- Work instructions: Find the word "buttons" in the listing; pull out each line holding it.
= = = = = = =
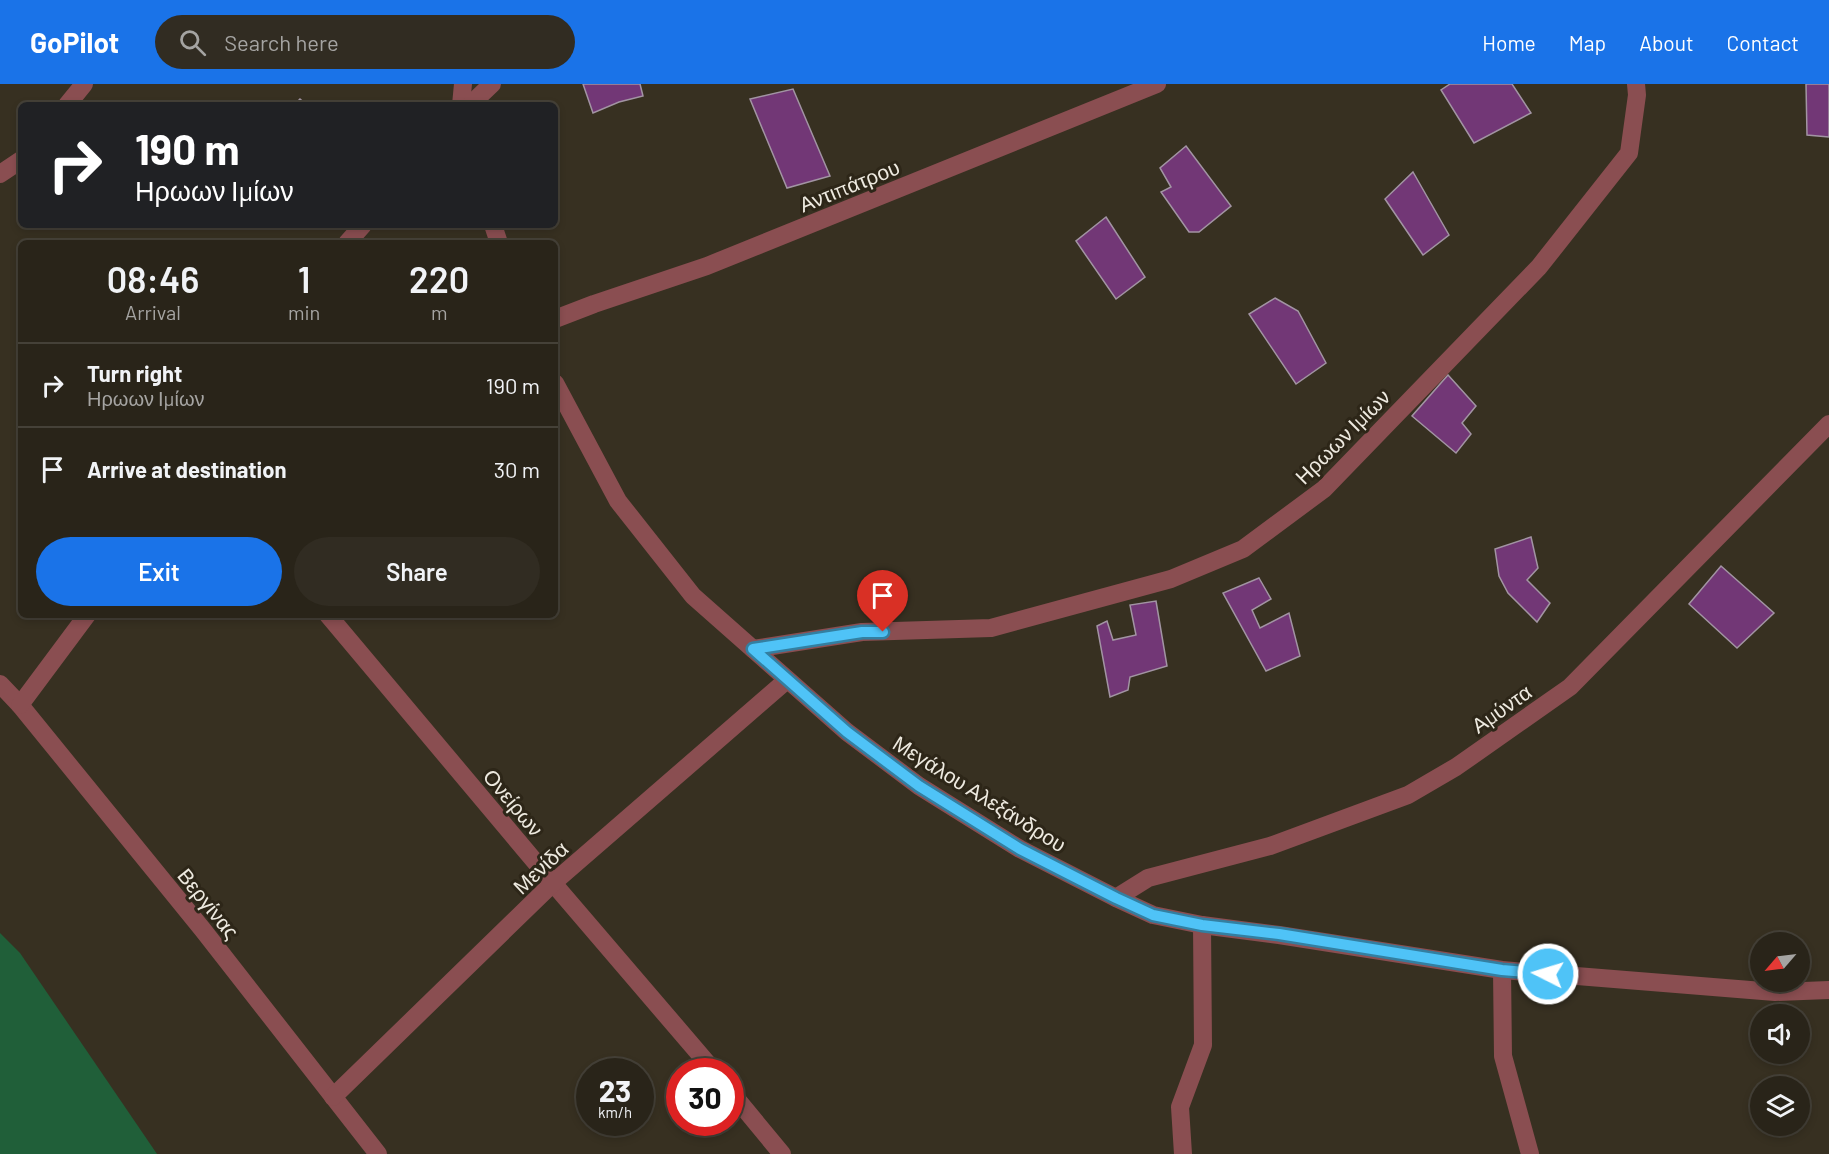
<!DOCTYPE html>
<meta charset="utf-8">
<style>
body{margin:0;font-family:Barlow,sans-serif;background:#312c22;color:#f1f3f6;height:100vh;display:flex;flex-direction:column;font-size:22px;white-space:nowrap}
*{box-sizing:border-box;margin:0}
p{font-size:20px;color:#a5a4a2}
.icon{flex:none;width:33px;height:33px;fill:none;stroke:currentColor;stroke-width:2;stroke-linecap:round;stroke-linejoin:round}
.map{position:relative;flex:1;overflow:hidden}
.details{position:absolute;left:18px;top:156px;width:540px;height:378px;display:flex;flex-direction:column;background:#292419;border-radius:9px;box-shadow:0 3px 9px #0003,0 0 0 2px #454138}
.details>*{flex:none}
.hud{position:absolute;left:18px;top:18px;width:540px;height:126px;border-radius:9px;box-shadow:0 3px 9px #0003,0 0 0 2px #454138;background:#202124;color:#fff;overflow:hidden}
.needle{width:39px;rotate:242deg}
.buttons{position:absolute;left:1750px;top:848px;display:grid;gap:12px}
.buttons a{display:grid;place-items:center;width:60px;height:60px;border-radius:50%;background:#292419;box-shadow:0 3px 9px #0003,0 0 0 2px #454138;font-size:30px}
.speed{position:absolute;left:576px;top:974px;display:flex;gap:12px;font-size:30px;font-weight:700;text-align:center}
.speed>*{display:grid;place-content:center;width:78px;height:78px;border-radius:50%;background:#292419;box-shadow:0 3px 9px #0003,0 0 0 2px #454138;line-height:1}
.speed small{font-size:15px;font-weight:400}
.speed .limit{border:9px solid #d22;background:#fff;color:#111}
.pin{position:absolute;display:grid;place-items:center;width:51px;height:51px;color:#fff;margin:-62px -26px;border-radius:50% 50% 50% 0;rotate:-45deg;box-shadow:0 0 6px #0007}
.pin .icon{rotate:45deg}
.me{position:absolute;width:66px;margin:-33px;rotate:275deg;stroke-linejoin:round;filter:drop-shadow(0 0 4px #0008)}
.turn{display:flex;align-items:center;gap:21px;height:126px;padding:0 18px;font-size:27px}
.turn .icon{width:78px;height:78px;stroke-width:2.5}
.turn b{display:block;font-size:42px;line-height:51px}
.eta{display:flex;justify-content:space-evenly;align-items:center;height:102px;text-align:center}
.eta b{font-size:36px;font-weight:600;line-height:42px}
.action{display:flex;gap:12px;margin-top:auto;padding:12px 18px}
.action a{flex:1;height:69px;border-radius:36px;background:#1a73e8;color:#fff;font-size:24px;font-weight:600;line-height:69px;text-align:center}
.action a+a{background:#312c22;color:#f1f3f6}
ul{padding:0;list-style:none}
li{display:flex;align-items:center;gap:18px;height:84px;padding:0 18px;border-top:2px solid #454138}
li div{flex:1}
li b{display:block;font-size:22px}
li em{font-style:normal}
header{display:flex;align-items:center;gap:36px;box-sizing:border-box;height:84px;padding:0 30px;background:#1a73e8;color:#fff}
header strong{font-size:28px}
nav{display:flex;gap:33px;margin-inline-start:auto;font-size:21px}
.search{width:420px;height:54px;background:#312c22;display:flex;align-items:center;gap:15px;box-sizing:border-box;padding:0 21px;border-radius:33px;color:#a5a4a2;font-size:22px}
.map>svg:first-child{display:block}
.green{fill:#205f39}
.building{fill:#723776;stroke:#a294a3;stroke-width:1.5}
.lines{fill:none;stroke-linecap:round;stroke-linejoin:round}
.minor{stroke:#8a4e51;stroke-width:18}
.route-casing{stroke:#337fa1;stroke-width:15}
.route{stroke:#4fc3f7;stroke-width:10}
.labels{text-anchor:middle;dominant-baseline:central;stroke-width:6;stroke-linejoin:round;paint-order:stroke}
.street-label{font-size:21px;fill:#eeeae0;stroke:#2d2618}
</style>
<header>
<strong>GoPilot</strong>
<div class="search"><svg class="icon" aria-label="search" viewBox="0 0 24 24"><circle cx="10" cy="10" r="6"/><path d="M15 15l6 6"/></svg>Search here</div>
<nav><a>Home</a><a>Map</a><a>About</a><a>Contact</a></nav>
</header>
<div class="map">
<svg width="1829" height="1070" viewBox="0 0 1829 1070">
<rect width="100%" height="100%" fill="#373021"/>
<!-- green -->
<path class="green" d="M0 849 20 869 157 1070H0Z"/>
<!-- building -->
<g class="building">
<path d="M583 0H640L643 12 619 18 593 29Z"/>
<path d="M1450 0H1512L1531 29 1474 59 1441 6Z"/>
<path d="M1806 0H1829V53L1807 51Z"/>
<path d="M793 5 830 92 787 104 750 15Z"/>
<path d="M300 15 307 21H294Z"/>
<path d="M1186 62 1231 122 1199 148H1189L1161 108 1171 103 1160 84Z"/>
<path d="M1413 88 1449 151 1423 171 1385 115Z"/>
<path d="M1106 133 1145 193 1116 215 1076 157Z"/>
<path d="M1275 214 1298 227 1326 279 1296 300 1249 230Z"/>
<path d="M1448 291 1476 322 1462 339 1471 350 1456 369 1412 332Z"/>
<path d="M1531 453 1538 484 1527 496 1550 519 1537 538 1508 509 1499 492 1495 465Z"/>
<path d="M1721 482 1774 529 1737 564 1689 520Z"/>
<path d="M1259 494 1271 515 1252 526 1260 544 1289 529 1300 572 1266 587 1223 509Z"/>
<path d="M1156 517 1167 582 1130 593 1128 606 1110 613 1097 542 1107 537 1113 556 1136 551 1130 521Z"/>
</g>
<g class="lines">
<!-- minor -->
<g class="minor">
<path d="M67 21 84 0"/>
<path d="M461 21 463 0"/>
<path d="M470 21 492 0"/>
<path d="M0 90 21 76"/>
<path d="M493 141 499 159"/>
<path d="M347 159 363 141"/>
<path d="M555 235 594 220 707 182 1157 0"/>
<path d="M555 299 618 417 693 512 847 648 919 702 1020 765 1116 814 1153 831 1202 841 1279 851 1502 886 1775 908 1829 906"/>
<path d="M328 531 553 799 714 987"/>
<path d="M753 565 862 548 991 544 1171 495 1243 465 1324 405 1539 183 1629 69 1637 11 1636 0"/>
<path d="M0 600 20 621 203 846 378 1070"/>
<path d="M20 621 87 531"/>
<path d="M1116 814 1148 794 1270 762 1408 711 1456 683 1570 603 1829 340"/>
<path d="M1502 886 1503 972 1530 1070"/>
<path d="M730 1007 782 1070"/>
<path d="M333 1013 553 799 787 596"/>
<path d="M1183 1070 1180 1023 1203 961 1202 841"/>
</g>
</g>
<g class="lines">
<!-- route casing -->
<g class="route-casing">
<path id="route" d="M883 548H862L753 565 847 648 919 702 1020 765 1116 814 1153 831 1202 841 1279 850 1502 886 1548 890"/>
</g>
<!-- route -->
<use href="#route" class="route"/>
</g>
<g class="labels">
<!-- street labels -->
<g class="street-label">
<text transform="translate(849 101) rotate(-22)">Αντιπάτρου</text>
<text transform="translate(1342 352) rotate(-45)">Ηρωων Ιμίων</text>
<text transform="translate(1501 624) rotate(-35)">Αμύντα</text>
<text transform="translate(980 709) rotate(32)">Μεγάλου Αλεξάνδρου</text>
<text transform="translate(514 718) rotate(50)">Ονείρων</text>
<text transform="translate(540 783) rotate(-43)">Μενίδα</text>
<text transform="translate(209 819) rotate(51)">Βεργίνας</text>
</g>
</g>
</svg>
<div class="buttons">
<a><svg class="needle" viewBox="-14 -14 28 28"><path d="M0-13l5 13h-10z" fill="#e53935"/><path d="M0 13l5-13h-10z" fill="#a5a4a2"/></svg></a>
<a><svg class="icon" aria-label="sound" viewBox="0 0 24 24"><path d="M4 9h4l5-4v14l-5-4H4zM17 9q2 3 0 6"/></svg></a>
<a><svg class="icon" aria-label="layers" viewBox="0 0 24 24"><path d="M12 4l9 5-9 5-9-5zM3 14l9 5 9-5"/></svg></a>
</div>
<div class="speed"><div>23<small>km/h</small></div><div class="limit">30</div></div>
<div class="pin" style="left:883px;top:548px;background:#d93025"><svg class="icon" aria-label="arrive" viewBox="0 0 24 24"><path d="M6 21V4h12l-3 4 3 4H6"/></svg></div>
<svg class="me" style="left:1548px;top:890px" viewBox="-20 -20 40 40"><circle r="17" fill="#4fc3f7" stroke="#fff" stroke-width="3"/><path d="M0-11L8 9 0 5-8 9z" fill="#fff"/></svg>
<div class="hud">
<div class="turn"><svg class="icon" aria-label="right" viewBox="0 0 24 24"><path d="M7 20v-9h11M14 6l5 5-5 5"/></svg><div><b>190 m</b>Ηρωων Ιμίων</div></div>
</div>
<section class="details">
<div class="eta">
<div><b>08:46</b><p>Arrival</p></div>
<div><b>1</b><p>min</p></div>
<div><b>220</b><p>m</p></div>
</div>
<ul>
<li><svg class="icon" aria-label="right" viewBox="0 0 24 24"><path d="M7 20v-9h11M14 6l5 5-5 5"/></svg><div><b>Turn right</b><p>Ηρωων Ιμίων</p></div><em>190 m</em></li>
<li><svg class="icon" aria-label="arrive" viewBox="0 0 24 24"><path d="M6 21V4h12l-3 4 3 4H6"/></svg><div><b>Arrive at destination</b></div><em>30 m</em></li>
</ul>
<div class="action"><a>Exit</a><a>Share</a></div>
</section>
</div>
= = = = = = =
- Response for this exercise:
.buttons{position:absolute;left:1750px;top:848px;display:grid;gap:12px}
.buttons a{display:grid;place-items:center;width:60px;height:60px;border-radius:50%;background:#292419;box-shadow:0 3px 9px #0003,0 0 0 2px #454138;font-size:30px}
<div class="buttons">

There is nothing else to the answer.